Collected data entries =>
- - -
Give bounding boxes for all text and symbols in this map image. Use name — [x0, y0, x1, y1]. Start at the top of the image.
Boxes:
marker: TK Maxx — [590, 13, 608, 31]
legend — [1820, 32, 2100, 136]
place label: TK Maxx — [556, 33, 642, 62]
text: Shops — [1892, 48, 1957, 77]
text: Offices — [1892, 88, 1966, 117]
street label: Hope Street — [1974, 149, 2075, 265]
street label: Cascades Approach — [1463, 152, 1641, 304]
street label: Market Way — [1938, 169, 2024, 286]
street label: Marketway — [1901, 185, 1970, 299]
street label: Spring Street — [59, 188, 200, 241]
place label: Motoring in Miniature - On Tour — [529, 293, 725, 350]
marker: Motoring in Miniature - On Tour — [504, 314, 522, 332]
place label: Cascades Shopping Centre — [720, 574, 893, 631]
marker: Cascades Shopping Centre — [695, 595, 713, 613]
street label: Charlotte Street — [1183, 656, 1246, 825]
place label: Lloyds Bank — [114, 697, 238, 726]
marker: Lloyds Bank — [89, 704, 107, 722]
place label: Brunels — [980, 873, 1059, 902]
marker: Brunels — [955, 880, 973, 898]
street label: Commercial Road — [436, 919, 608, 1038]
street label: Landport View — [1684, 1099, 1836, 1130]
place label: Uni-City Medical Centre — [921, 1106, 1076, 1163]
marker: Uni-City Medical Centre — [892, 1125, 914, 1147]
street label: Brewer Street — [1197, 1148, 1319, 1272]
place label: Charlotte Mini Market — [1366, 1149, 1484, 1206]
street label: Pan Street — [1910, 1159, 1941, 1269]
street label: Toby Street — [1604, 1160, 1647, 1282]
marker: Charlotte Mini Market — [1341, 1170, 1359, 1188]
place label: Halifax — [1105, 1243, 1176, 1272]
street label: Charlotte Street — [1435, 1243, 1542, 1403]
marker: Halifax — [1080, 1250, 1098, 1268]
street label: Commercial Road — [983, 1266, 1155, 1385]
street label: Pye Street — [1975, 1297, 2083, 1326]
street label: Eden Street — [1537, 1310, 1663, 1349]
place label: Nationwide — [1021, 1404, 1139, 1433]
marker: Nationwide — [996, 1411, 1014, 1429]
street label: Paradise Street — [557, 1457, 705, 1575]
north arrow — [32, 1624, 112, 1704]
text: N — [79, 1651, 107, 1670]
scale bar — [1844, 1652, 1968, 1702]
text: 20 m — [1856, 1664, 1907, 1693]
- - -
What the exercise asks => Transcribe the data above in full, exactly.

Result of this task =>
Give bounding boxes for all text and symbols in this map image. Use name — [x0, y0, x1, y1]. Start at the top of the image.
Boxes:
marker: TK Maxx — [590, 13, 608, 31]
legend — [1820, 32, 2100, 136]
place label: TK Maxx — [556, 33, 642, 62]
text: Shops — [1892, 48, 1957, 77]
text: Offices — [1892, 88, 1966, 117]
street label: Hope Street — [1974, 149, 2075, 265]
street label: Cascades Approach — [1463, 152, 1641, 304]
street label: Market Way — [1938, 169, 2024, 286]
street label: Marketway — [1901, 185, 1970, 299]
street label: Spring Street — [59, 188, 200, 241]
place label: Motoring in Miniature - On Tour — [529, 293, 725, 350]
marker: Motoring in Miniature - On Tour — [504, 314, 522, 332]
place label: Cascades Shopping Centre — [720, 574, 893, 631]
marker: Cascades Shopping Centre — [695, 595, 713, 613]
street label: Charlotte Street — [1183, 656, 1246, 825]
place label: Lloyds Bank — [114, 697, 238, 726]
marker: Lloyds Bank — [89, 704, 107, 722]
place label: Brunels — [980, 873, 1059, 902]
marker: Brunels — [955, 880, 973, 898]
street label: Commercial Road — [436, 919, 608, 1038]
street label: Landport View — [1684, 1099, 1836, 1130]
place label: Uni-City Medical Centre — [921, 1106, 1076, 1163]
marker: Uni-City Medical Centre — [892, 1125, 914, 1147]
street label: Brewer Street — [1197, 1148, 1319, 1272]
place label: Charlotte Mini Market — [1366, 1149, 1484, 1206]
street label: Pan Street — [1910, 1159, 1941, 1269]
street label: Toby Street — [1604, 1160, 1647, 1282]
marker: Charlotte Mini Market — [1341, 1170, 1359, 1188]
place label: Halifax — [1105, 1243, 1176, 1272]
street label: Charlotte Street — [1435, 1243, 1542, 1403]
marker: Halifax — [1080, 1250, 1098, 1268]
street label: Commercial Road — [983, 1266, 1155, 1385]
street label: Pye Street — [1975, 1297, 2083, 1326]
street label: Eden Street — [1537, 1310, 1663, 1349]
place label: Nationwide — [1021, 1404, 1139, 1433]
marker: Nationwide — [996, 1411, 1014, 1429]
street label: Paradise Street — [557, 1457, 705, 1575]
north arrow — [32, 1624, 112, 1704]
text: N — [79, 1651, 107, 1670]
scale bar — [1844, 1652, 1968, 1702]
text: 20 m — [1856, 1664, 1907, 1693]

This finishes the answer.